Mosaïque romaine  provenant d'une chambre (cubiculum) de la maison du faune à Pompéi

Museo Archeologico Nazionale, Naples, Italie

Il m'est impossible de ne pas commencer cette série sans parler de l'Art érotique sous l'Antiquité. Constamment reprises dans des films, livres et clips vidéos, cette période est dans l'imagerie populaire celle des grands banquets se transformant en fin de soirée en orgie, des danseuses à la tenue légère, les lupanars perdus de Pompéi, etc. Partons à la découverte de cette période sulfureuse de l'Histoire de l'art et des civilisations.

La place du Sexe dans l'Antiquité

Le terme « pornographie » est d'origine grecque. Il est composé de graphein (« écrire » ou « dessiner ») et de porné (« prostituée »). D'un point de vue étymologique, est pornographique la représentation d'esclaves sexuels ou de prostituées, en action, soumis à des pénétrations. 

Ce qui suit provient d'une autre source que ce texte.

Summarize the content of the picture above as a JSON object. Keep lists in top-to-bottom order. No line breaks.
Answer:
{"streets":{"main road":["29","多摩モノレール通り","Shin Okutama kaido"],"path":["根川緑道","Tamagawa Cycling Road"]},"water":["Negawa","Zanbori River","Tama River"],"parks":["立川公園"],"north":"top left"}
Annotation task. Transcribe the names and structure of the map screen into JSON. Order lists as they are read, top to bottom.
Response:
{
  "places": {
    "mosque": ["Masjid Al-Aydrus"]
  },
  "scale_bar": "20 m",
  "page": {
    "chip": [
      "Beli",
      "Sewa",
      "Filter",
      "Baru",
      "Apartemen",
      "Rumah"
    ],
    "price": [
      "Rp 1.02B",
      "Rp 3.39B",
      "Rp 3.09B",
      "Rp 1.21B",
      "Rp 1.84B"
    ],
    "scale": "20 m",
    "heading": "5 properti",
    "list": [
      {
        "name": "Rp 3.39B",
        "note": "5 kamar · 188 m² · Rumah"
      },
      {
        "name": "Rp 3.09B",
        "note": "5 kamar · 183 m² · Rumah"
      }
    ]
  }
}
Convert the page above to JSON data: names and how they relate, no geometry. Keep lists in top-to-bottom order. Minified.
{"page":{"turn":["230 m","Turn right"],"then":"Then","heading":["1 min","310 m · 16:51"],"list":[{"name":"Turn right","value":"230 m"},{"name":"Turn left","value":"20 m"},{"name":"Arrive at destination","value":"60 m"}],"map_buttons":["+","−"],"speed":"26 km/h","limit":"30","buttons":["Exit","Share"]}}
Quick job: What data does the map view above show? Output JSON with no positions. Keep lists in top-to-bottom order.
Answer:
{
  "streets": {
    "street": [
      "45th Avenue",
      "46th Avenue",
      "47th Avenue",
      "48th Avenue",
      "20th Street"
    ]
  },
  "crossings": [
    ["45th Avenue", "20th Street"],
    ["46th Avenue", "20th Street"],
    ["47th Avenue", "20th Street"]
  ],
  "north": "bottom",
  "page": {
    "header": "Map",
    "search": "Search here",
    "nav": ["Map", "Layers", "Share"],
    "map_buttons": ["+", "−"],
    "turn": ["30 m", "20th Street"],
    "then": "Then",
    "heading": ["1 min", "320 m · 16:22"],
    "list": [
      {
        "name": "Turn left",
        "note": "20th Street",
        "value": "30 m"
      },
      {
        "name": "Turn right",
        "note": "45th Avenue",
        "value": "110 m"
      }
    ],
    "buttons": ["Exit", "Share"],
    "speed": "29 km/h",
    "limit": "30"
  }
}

Chez les Anciens, contrairement à notre époque, le Sexe n'était pas un tabou. Selon Virginie Girod, historienne et auteure de l'essai Les femmes et le sexe dans la Rome Antique, « l'obscénité, sous la forme d'images ou de mots, pouvait revêtir des sens bien différents dans l'Antiquité. Ce qui est perçu comme obscène aujourd'hui pouvait alors avoir une valeur prophylactique ou cathartique ». L'obscénité n'existe pas en elle-même, c'est d'abord un regard, une représentation sociale. Un riche citoyen de Rome pouvait orner les murs de sa villa de scènes sexuelles sans pour autant être considéré comme un pervers. Nous pouvions aussi trouver des scènes érotiques parfois dans des petits salons ou boudoirs privés, gardés jalousement à l'abri des regards, comme L'origine du Monde de Gustave Courbet au XIXème siècle, une toile représentant un sexe féminin, cachée derrière un rideau dans le cabinet du psychiatre Jacques Lacan. Il s'agissait d'un décor comme un autre chez les Romains. Ça vous semble surprenant ? Dans l'Antiquité ça ne l'était pas du tout. Et pourtant, même au XXIème siècle, nous ne pouvons pas nous empêcher de les regarder, par fantasme, curiosité ou gêne. 

 

Pompéi, la ville sulfureuse

Le meilleur exemple se trouve à Pompéi, aux pieds du volcan du Vésuve en Italie. Ravagée par son éruption en 79, la ville abrite aujourd'hui des vestiges de ce qu'était la vie quotidienne au temps des Romains. De nombreuses fresques et mosaïques sont restées dans leur jus, certaines sont aujourd'hui exposées au Musée Archéologique de Naples. À en juger à partir des nombreuses peintures, fresques et mosaïques, la ville pourrait faire penser à un vaste bordel. Certes, les archéologues ont trouvé un lupanar décoré de tableaux pornographiques, mais aussi beaucoup de riches, exposant des sujets lascifs aux yeux de tous, résidents et invités.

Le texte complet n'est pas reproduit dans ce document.